I have the following situation:
There is a tool that gets an XSLT from a web interface and embeds the XSLT in an XML file (Someone should have been fired). "Unfortunately" I work in a French speaking country and therefore the XSLT has a number of words with accents. When the XSLT is embedded in the XML, the tool converts all the accents to their HTML codes (Iacute, igrave, etc...) .
My Perl code is retrieving the XSLT from the XML and is executing it against an other XML using Xalan command line tool. Every time there is some accent in the XSLT the Xalan tool throws an exception.
I initially though to do a regexp to change all the accents in the XSLT usch as:
# the & is omitted in the codes becuase it will be rendered in the page
$xslt =~s/Aacute;/Á/gso;
$xslt =~s/aacute;/á/gso;
$xslt =~s/Agrave;/À/gso;
$xslt =~s/Acirc;/Â/gso;
$xslt =~s/agrave;/à/gso;
but doing so means that I have to write a regexp for each of the accent codes....
My question is, is there anyway to do this without writing a regexp per code? (thinking that is the only solution makes be want to vomit.)
By the way the tool is TeamSite, and it sucks.....

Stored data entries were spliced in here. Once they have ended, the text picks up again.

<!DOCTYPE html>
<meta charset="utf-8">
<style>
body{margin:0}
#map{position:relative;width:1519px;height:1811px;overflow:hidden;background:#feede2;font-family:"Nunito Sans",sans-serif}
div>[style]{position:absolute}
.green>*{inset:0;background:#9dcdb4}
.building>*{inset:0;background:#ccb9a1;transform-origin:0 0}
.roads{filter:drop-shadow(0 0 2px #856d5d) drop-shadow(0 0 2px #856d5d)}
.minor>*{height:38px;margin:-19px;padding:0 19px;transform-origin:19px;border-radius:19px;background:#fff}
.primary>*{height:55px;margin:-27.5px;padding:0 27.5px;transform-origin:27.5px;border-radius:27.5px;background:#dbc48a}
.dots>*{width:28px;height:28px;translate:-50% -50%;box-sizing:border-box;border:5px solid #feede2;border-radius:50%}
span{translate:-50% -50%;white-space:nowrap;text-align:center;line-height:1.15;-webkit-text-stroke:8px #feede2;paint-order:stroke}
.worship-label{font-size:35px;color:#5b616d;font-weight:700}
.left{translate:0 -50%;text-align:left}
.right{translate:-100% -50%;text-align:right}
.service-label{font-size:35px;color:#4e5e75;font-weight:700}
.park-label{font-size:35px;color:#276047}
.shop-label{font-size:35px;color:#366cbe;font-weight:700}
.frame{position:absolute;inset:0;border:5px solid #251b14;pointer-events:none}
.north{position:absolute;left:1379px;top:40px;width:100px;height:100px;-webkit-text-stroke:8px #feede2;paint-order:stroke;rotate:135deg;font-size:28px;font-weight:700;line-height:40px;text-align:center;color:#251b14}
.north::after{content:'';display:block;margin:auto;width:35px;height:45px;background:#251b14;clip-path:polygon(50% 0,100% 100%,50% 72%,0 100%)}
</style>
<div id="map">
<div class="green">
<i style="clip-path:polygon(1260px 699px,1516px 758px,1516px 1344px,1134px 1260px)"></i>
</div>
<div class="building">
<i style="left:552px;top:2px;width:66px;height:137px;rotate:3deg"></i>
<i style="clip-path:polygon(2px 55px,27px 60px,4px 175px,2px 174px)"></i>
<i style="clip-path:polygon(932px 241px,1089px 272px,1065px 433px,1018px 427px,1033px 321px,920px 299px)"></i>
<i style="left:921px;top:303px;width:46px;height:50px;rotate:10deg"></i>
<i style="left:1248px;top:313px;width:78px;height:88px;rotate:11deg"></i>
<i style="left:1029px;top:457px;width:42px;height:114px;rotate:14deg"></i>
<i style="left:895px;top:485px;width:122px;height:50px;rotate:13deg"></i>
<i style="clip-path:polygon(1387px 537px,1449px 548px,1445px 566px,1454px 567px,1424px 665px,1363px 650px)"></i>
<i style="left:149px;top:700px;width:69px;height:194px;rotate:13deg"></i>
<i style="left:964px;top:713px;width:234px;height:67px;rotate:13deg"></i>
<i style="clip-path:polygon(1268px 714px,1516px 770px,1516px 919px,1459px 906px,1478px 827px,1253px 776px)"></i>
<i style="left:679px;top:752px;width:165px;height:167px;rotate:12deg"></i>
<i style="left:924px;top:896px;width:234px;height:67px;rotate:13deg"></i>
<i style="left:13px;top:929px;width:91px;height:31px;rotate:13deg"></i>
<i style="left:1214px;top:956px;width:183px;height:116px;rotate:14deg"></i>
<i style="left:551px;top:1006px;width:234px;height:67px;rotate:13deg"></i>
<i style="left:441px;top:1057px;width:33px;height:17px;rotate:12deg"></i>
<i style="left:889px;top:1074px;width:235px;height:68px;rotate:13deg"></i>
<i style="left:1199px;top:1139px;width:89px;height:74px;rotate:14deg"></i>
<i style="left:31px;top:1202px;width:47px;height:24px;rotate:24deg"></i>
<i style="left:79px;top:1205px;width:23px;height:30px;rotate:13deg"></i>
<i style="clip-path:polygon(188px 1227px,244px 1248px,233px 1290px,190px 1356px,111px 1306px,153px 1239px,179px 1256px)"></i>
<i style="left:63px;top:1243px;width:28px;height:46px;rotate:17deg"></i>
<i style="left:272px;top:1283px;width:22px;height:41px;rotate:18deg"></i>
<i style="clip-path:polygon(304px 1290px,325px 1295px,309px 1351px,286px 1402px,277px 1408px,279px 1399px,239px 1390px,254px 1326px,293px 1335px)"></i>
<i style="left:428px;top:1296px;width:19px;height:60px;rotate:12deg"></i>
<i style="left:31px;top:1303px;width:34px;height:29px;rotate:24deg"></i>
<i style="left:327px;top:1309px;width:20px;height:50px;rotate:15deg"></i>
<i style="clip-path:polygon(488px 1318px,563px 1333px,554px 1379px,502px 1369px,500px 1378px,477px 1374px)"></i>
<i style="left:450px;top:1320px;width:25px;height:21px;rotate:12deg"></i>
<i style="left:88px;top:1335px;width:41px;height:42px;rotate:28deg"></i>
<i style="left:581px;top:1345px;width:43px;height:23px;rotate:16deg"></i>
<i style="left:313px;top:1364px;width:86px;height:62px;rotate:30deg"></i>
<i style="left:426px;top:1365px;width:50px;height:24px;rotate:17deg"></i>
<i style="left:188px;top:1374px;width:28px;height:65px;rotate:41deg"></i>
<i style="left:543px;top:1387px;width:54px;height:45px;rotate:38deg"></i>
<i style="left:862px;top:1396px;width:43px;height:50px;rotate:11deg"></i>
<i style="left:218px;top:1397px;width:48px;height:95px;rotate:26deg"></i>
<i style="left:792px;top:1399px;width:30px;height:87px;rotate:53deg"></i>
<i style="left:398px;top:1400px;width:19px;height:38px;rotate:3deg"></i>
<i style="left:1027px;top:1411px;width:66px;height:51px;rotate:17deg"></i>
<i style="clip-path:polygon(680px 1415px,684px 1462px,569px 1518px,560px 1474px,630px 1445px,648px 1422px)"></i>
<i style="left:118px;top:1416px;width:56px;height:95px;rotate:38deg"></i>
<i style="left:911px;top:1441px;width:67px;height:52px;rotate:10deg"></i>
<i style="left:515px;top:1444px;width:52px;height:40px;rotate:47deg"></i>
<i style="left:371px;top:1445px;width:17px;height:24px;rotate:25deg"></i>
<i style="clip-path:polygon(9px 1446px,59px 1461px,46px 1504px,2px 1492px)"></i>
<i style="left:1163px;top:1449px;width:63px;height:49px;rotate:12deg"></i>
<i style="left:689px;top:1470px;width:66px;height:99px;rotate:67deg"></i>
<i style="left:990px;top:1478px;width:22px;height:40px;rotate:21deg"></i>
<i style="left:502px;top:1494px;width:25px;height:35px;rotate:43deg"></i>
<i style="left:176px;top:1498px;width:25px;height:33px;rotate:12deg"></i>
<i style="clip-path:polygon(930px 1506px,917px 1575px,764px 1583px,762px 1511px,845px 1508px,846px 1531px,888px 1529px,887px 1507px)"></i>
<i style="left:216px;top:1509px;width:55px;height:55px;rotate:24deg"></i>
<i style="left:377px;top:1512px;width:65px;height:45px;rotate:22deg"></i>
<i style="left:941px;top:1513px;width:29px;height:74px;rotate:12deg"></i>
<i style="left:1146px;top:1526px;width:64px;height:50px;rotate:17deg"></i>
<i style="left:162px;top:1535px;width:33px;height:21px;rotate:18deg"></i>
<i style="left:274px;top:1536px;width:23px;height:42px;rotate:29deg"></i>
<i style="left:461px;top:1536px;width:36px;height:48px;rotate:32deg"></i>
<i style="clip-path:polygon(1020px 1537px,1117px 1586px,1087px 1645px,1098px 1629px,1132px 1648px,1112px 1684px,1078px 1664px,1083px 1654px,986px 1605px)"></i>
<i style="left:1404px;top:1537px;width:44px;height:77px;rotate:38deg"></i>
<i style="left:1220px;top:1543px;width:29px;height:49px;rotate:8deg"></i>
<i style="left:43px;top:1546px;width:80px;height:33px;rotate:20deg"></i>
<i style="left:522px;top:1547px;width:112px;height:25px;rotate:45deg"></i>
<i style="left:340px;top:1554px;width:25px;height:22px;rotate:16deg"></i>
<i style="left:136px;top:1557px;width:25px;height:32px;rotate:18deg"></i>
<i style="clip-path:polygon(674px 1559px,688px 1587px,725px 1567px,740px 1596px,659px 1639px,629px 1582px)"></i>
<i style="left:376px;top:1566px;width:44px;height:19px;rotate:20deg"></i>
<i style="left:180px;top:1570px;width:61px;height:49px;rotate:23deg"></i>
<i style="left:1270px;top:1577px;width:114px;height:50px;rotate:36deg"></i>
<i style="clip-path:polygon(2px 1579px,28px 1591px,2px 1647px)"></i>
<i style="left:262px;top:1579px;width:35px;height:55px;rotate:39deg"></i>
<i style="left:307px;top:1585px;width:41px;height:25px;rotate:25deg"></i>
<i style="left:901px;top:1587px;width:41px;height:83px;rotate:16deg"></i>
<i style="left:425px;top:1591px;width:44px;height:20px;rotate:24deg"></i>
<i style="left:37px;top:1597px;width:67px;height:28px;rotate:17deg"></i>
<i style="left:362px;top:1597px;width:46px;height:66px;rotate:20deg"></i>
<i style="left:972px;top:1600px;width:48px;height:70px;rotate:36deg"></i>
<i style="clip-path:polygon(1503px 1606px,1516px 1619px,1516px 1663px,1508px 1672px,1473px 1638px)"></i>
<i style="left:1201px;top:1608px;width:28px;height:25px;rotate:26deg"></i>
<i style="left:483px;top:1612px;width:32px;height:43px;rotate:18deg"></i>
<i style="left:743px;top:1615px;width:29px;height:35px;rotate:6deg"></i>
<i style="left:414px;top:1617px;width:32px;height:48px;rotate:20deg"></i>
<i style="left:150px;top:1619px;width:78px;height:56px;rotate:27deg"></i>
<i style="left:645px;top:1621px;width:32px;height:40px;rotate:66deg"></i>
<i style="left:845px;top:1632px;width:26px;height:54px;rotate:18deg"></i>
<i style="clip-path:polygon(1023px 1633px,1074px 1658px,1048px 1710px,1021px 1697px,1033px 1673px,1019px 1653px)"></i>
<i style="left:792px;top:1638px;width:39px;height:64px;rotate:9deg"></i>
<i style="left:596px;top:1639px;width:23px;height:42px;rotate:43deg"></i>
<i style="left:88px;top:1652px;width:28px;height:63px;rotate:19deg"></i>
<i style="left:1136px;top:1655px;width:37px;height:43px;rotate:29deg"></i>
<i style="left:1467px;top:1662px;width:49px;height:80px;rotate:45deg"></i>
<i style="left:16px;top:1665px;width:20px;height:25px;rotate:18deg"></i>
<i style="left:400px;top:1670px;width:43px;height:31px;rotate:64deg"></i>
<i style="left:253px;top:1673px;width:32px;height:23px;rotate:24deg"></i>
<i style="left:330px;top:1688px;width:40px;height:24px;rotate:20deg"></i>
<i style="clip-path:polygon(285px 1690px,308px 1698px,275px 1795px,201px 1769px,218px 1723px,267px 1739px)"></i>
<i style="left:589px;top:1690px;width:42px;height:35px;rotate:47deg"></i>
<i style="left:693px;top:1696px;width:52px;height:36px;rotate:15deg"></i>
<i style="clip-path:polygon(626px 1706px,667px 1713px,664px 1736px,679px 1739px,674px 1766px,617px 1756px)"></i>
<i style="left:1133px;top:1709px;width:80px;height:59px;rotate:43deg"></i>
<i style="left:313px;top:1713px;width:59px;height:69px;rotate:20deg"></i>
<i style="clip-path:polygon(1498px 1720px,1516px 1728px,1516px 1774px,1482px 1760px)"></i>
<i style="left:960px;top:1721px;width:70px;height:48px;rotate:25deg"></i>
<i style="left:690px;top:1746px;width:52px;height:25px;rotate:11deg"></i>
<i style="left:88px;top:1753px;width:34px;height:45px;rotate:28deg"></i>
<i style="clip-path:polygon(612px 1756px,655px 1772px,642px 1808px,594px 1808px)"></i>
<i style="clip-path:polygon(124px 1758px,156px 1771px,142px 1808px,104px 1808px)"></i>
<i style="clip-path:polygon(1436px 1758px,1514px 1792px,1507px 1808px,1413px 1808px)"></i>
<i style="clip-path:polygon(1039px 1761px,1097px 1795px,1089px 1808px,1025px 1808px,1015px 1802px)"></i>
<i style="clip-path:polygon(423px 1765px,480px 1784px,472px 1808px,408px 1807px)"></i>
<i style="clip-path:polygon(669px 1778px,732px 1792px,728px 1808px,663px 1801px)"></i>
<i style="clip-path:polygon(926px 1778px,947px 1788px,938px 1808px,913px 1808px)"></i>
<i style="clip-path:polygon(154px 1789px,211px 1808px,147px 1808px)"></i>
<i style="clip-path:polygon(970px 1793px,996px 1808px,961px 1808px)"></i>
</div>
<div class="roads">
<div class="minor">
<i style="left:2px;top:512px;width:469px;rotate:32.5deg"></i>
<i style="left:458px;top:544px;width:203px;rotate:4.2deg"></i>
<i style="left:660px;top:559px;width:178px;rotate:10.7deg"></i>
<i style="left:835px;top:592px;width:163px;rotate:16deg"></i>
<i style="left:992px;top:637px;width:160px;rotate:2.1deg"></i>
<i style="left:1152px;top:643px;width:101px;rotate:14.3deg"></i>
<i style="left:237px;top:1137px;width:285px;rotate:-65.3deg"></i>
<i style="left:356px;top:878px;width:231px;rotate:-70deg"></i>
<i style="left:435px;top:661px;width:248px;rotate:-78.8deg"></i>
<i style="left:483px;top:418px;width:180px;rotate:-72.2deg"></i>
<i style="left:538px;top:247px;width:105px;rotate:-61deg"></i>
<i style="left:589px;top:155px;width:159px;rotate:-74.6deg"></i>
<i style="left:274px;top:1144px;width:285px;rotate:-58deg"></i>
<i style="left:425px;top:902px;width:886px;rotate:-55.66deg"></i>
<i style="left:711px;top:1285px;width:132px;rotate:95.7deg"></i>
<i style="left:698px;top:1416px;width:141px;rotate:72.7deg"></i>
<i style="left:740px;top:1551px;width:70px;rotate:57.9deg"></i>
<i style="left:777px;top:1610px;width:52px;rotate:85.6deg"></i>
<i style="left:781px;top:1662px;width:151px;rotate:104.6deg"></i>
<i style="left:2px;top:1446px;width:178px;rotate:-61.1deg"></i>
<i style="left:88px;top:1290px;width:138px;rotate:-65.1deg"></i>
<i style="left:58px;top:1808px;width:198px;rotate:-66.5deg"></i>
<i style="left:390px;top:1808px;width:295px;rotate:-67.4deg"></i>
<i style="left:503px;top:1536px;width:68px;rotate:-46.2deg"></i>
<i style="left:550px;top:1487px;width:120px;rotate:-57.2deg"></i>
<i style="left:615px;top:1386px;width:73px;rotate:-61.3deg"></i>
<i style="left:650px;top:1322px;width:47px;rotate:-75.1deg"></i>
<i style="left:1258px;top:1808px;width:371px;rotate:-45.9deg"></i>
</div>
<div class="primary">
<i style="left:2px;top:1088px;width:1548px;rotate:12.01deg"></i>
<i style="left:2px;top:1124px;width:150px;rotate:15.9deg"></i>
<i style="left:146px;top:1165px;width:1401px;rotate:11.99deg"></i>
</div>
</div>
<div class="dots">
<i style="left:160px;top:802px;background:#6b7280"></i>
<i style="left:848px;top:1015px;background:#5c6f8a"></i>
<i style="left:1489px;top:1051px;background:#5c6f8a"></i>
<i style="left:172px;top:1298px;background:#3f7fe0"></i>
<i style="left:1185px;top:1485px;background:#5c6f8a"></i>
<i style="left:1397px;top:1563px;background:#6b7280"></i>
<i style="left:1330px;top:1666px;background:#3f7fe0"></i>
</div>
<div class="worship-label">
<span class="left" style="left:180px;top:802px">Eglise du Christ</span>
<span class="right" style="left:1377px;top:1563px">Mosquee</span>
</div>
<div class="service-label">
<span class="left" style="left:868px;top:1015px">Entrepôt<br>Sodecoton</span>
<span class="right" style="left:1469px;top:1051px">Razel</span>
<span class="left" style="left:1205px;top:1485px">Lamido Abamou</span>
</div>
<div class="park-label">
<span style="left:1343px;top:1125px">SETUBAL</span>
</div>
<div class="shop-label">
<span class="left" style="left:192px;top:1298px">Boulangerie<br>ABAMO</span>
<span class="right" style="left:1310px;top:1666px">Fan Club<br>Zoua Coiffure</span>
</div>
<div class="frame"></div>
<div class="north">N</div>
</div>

Edited: I forgot to mention that I need to have a Perl only solution, security does not let me install any type of libs they have not checked for a week or so :(
You can try something like HTML::Entities. From the POD:
use HTML::Entities;
$a = "Våre norske tegn bør æres";
decode_entities($a);
#encode_entities($a, "\200-\377"); ## not needed for what you are doing
In response to your edit, HTML::Entities is not in the perl core. It might still be installed on your system because it is used by a lot of other libraries. You can check by running this command:
perl -MHTML::Entities -le 'print "If this prints, the it is installed"'
For your purpose is HTML::Entities far best solution but if you will not found some existing package fits your needs following approach is more effective than multiple s///
statements
# this part do in inter function module code which is executed in compile time
# or place in BEGIN or do once before first s/// statement using it
my %trans = (
'Aacute;' => 'Á',
'aacute;' => 'á',
'Agrave;' => 'À',
'Acirc;' => 'Â',
'agrave;' => 'à',
); # remember you can generate parts of this hash for example by map
my $re = qr/${ \(join'|', map quotemeta, keys %trans)}/;
# this code place in your functions or methods
s/($re)/$trans{$1}/g; # 'o' is almost useless here because $re has been compiled yet
Edit: There is no need of e
regexp modifier as mentioned by Chas. Owens.
I don't suppose it's possible to make TeamSite leave it as utf-8/convert it to utf-8?
CGI.pm has an (undocumented) unescapeHTML function. However, since it IS undocumented (and I haven't looked through the source), I don't know if it just handles basic HTML entities (<, >, &) or more. However, I'd GUESS that it only does the basic entities.
Why should someone be fired for putting XSL, which is XML, into an XML file?